As of 2018-05-18, this dataset has been deprecated and is no longer maintained. See Bug 1455314

Replacement

We've moved to assigning user's an active tag based on total_uri_count, see the Active DAU definition.

The activity of a user based on active_ticks is available in clients_daily in the active_hours_sum field, which has the sum(active_ticks / 720).

To retrieve a client's 28-day active_hours, use the following query:

SELECT submission_date_s3,
       client_id,
       SUM(active_hours_sum) OVER (PARTITION BY client_id
                                   ORDER BY submission_date_s3 ASC
                                   ROWS 27 PRECEDING) AS monthly_active_hours
FROM
    clients_daily

Introduction

The heavy_users table provides information about whether a given client_id is considered a "heavy user" on each day (using submission date).

Contents

The heavy_users table contains one row per client-day, where day is submission_date. A client has a row for a specific submission_date if they were active at all in the 28 day window ending on that submission_date.
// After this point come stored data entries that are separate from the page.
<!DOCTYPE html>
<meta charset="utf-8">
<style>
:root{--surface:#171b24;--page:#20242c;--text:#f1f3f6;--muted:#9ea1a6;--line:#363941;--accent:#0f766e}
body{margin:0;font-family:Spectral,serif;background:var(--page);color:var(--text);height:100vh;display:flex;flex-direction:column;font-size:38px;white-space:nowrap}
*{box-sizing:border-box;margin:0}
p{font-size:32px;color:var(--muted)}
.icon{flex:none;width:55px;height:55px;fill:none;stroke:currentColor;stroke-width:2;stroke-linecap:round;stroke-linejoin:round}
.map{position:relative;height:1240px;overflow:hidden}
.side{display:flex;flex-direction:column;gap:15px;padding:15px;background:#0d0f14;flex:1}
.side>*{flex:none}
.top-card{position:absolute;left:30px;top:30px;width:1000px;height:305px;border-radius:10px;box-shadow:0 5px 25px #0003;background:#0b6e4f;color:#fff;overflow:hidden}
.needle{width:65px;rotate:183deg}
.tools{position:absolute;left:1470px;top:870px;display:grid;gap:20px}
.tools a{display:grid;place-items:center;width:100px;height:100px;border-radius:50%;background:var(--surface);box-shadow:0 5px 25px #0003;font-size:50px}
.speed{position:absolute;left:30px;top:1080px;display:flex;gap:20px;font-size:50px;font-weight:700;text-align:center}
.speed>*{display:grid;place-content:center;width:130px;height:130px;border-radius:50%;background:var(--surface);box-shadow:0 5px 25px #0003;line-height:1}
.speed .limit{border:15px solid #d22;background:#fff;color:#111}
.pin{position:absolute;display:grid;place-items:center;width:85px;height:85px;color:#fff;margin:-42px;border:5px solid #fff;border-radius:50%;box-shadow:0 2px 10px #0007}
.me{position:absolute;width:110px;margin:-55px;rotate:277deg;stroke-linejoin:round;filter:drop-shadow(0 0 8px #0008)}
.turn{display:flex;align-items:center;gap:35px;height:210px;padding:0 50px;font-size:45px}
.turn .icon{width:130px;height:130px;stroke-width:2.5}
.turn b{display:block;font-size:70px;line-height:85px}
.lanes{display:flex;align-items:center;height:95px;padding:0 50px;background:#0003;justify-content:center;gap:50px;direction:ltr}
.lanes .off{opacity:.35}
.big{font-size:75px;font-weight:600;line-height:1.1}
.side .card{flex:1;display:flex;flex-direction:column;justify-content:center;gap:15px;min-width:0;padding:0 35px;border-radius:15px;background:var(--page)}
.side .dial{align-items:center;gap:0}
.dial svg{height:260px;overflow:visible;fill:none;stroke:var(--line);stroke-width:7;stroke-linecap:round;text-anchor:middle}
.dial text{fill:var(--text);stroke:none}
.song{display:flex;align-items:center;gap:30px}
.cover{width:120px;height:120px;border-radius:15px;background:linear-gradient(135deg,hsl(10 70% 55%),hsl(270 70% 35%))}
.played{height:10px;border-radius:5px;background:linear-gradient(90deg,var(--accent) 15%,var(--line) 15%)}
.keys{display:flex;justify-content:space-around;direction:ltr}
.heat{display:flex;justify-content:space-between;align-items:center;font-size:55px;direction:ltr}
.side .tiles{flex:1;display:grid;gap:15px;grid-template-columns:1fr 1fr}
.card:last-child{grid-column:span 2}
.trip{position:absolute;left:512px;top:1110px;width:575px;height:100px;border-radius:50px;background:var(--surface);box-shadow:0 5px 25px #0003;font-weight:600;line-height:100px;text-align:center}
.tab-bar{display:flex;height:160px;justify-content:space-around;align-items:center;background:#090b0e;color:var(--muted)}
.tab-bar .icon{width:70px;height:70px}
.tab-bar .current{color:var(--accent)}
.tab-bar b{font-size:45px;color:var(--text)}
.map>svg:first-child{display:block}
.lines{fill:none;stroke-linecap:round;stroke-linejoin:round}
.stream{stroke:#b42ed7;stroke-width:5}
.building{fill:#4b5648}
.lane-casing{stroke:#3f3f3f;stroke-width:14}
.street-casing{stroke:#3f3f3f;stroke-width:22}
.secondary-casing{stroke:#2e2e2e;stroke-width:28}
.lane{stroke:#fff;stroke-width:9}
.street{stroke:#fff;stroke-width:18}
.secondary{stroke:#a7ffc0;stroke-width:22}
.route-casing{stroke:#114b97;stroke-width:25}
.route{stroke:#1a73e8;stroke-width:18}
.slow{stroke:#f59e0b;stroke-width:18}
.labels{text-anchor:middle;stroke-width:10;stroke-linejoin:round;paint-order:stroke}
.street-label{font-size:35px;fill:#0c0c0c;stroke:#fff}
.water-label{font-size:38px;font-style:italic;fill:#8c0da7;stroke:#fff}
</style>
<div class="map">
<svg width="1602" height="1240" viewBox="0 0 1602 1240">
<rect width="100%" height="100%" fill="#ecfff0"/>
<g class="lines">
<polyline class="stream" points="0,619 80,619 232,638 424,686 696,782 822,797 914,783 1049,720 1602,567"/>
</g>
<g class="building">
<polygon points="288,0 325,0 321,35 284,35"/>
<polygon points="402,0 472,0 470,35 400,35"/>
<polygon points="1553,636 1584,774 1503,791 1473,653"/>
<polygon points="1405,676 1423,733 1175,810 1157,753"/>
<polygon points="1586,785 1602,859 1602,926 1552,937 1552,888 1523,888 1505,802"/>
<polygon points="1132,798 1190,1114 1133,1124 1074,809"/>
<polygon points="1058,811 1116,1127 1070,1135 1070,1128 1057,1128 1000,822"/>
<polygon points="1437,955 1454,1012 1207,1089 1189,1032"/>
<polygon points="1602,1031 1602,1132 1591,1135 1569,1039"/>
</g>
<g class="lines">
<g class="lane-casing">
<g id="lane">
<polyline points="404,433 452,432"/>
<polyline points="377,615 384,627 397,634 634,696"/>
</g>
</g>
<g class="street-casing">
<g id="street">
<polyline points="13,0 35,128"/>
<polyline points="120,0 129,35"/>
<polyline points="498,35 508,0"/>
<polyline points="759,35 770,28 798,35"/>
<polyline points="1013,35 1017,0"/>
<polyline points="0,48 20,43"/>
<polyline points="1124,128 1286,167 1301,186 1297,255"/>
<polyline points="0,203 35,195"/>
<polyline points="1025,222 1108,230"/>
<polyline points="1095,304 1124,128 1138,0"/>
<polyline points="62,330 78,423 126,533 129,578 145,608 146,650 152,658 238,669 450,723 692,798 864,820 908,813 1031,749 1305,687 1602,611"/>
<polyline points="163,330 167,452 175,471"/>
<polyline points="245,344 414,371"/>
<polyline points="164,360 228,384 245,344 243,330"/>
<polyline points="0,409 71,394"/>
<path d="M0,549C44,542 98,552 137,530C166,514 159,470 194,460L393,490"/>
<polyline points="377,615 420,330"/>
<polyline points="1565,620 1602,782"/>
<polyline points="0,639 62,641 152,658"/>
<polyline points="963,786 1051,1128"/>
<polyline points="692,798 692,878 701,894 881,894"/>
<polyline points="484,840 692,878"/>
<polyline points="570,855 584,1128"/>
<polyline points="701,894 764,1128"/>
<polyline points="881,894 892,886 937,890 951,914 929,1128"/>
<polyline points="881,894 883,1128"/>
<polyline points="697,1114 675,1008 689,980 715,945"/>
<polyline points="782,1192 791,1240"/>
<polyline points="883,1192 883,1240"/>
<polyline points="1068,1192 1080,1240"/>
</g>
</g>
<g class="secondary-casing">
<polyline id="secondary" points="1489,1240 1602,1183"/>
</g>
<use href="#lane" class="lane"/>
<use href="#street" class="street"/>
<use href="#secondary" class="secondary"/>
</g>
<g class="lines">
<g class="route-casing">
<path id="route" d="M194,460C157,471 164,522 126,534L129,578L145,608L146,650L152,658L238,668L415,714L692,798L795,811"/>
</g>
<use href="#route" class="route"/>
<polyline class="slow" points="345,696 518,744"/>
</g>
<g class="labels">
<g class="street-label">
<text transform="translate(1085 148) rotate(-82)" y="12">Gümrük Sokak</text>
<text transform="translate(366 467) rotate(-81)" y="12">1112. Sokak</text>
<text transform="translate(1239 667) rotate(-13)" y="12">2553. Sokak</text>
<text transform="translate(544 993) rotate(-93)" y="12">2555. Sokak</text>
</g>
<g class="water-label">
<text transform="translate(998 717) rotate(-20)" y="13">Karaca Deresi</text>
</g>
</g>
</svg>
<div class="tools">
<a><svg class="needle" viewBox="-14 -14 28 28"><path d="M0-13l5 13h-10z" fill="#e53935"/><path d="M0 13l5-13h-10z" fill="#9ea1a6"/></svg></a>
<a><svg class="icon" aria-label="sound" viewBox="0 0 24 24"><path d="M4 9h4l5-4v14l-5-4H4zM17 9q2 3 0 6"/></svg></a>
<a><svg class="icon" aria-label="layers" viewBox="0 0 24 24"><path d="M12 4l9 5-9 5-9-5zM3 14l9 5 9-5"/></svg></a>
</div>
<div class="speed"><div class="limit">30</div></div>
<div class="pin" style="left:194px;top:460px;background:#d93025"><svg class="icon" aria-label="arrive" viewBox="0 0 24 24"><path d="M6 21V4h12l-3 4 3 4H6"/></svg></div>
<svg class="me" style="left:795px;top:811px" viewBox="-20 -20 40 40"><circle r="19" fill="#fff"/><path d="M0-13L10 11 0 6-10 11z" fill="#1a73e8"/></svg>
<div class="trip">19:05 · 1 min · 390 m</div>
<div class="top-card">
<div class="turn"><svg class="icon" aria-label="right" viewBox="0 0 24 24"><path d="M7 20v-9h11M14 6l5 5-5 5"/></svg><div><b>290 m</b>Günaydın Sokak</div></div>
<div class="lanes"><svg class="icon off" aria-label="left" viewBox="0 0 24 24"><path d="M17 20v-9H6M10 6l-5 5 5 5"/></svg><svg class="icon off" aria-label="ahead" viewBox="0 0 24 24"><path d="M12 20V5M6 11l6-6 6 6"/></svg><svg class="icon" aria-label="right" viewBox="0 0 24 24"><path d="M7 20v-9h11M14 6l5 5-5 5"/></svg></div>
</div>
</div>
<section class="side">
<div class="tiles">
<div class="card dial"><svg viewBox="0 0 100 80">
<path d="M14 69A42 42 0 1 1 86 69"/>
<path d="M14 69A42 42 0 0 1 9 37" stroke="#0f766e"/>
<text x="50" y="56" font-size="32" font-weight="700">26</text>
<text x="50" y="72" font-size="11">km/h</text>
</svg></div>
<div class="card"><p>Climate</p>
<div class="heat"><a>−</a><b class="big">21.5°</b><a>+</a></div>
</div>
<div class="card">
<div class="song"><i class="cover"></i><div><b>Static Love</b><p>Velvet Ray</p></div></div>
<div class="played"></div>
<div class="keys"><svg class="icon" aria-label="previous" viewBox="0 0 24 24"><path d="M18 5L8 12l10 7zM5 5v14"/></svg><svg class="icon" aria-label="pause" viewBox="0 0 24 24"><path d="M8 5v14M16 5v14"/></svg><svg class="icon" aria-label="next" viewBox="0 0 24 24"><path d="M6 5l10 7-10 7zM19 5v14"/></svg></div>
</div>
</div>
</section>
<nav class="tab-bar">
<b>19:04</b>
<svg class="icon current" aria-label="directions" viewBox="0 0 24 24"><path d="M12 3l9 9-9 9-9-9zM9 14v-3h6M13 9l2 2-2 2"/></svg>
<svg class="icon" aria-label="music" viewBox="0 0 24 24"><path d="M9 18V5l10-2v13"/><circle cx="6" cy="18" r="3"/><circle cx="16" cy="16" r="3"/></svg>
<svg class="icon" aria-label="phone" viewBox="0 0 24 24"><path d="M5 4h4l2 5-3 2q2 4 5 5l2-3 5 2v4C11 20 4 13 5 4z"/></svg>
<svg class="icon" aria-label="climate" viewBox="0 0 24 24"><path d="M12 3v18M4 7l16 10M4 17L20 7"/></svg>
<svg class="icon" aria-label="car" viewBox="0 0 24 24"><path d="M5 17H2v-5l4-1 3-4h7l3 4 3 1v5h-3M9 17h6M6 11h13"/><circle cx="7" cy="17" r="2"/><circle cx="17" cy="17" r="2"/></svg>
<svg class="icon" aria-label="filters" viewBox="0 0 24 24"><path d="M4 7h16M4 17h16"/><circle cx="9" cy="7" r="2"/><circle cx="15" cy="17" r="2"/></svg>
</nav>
A user is a "heavy user" as of day N if, for the 28 day period ending on day N, the sum of their active_ticks is in the 90th percentile (or above) of all clients during that period. For more analysis on this, and a discussion of new profiles, see this link.

Background and Caveats

  1. Data starts at 20170801. There is technically data in the table before this, but the heavy_user column is NULL for those dates because it needed to bootstrap the first 28 day window.
  2. Because it is top the 10% of clients for each 28 day period, more than 10% of clients active on a given submission_date will be considered heavy users. If you join with another data source (main_summary, for example), you may see a larger proportion of heavy users than expected.
  3. Each day has a separate, but related, set of heavy users. Initial investigations show that approximately 97.5% of heavy users as of a certain day are still considered heavy users as of the next day.
  4. There is no "fixing" or weighting of new profiles - days before the profile was created are counted as zero active_ticks. Analyses may need to use the included profile_creation_date field to take this into account.

Accessing the Data

The data is available both via sql.t.m.o and Spark.

In Spark:

spark.read.parquet("s3://telemetry-parquet/heavy_users/v1")

In SQL:

SELECT * FROM heavy_users LIMIT 3

Further Reading

The code responsible for generating this dataset is here

Data Reference

Example Queries

Example queries:

Scheduling

This dataset is updated daily via the telemetry-airflow infrastructure. The job DAG runs every day after main_summary is complete. You can find the job definition here.

Schema

As of 2017-10-05, the current version of the heavy_users dataset is v1, and has a schema as follows:

root
 |-- client_id: string (nullable = true)
 |-- sample_id: integer (nullable = true)
 |-- profile_creation_date: long (nullable = true)
 |-- active_ticks: long (nullable = true)
 |-- active_ticks_period: long (nullable = true)
 |-- heavy_user: boolean (nullable = true)
 |-- prev_year_heavy_user: boolean (nullable = true)
 |-- submission_date_s3: string (nullable = true)

Code Reference

This dataset is generated by telemetry-batch-view. Refer to this repository for information on how to run or augment the dataset.